The rate of development of RSH complicating URSL is very low. RSH complicating URSL can occur in patients with underlying renal abnormalities. RSH is rarely associated with abrupt hemodynamic instability and usually not lethal. Treatment is selected based on the patient's hemodynamic state, infection, renal function, and the feasibility of treatment modality.

摘要

目的

报告输尿管镜碎石术(URSL)并发肾包膜下出血(RSH)的发生率、危险因素及治疗方法。

患者与方法

回顾性分析2004年1月至2012年3月期间进行的1918例输尿管镜碎石术的数据。
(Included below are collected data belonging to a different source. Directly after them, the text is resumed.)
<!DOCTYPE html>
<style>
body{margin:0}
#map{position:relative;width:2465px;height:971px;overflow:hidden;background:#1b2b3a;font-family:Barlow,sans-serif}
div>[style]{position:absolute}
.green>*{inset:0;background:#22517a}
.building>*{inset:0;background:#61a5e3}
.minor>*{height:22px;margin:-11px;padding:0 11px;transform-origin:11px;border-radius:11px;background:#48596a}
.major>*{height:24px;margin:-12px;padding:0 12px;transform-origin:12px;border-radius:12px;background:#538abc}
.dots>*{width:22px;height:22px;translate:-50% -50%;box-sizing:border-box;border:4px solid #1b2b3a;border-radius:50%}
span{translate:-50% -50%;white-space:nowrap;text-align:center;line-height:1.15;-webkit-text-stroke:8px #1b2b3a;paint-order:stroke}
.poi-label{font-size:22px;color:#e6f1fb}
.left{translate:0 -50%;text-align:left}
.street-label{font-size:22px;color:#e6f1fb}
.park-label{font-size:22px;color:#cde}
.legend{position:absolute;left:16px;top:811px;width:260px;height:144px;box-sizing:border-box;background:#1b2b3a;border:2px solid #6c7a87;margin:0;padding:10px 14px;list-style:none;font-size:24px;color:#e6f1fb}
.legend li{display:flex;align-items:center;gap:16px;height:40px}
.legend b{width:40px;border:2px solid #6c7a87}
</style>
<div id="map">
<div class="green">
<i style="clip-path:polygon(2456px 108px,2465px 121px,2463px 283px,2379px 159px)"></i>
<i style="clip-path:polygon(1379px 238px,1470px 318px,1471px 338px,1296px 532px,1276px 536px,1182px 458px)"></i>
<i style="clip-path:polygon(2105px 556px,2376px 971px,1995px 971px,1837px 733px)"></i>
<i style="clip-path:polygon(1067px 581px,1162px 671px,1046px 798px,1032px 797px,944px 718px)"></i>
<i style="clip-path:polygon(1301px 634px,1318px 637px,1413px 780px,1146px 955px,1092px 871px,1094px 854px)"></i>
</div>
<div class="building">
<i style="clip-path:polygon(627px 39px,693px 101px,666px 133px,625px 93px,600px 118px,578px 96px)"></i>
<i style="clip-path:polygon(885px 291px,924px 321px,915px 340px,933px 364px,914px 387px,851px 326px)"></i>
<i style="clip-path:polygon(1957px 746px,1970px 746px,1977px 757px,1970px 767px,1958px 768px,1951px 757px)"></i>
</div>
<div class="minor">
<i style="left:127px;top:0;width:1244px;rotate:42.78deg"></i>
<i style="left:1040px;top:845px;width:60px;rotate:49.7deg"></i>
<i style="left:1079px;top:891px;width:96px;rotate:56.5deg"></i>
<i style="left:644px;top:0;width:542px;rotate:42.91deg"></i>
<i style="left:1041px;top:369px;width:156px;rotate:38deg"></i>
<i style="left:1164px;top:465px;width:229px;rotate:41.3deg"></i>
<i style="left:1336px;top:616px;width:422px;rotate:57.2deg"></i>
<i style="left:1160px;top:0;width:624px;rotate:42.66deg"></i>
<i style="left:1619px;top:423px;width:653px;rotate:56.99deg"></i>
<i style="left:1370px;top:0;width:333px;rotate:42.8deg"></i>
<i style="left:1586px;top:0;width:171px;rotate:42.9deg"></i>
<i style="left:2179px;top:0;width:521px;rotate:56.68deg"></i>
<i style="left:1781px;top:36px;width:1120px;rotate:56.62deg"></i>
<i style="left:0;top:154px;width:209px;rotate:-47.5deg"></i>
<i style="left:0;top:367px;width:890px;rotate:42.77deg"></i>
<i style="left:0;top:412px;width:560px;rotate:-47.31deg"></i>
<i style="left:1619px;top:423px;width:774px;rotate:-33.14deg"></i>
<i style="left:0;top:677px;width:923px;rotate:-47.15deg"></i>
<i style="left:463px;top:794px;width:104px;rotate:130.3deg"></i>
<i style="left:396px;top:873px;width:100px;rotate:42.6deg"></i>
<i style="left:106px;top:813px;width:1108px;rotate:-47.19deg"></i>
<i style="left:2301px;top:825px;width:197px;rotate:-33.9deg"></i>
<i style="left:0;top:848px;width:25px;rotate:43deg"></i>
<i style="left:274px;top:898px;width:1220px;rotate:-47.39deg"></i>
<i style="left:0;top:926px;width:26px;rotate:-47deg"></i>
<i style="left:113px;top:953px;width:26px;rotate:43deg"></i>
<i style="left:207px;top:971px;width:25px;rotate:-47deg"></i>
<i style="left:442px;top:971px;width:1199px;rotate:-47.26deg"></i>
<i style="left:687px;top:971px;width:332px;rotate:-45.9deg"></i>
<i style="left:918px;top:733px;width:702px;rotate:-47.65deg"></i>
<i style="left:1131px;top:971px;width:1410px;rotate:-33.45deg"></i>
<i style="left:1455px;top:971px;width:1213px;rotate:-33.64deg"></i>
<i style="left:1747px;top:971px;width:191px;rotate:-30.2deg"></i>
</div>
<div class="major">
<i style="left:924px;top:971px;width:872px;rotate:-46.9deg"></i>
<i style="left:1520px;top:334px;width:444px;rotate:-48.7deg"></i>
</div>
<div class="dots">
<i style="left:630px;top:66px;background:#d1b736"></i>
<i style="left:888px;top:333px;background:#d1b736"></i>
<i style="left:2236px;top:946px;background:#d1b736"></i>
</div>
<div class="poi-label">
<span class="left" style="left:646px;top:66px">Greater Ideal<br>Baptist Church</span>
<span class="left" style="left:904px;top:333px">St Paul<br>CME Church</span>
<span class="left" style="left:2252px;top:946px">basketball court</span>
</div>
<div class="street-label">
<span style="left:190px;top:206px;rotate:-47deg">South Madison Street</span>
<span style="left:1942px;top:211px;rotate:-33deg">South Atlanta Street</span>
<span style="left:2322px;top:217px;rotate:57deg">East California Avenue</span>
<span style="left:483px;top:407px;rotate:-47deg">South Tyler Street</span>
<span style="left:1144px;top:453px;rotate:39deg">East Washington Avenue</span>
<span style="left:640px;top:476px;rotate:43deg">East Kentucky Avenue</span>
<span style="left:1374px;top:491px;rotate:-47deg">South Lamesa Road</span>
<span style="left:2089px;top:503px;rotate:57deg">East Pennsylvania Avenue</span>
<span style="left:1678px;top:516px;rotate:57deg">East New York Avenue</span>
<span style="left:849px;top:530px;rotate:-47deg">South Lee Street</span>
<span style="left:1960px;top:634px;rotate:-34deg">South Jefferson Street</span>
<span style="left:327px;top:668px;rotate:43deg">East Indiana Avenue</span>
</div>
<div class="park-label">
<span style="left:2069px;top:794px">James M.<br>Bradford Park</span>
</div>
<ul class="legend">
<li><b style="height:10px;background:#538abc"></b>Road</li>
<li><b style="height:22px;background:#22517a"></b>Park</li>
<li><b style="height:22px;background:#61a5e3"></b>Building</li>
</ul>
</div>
患者资料包括年龄、性别、相关病史、结石侧别、大小及肾积水程度。

结果

8例患者在输尿管镜碎石术后被确诊为肾包膜下出血。其中男性2例,女性6例,平均年龄45.6岁(范围30 - 62岁)。发生和未发生肾包膜下出血的患者,其相关病史(肾结石体外冲击波碎石术、肾脏手术及高血压)在统计学上存在差异。突发侧腹疼痛是最常见的症状。3例感染性大出血患者中,1例行经皮肾造瘘术,2例行经皮肾包膜下引流术。5例少量非感染性出血患者采用保守治疗。

结论

输尿管镜碎石术并发肾包膜下出血的发生率很低。输尿管镜碎石术并发肾包膜下出血可发生于有潜在肾脏异常的患者。肾包膜下出血很少与突发血流动力学不稳定相关,通常不会致命。治疗根据患者的血流动力学状态、感染情况、肾功能及治疗方式的可行性来选择。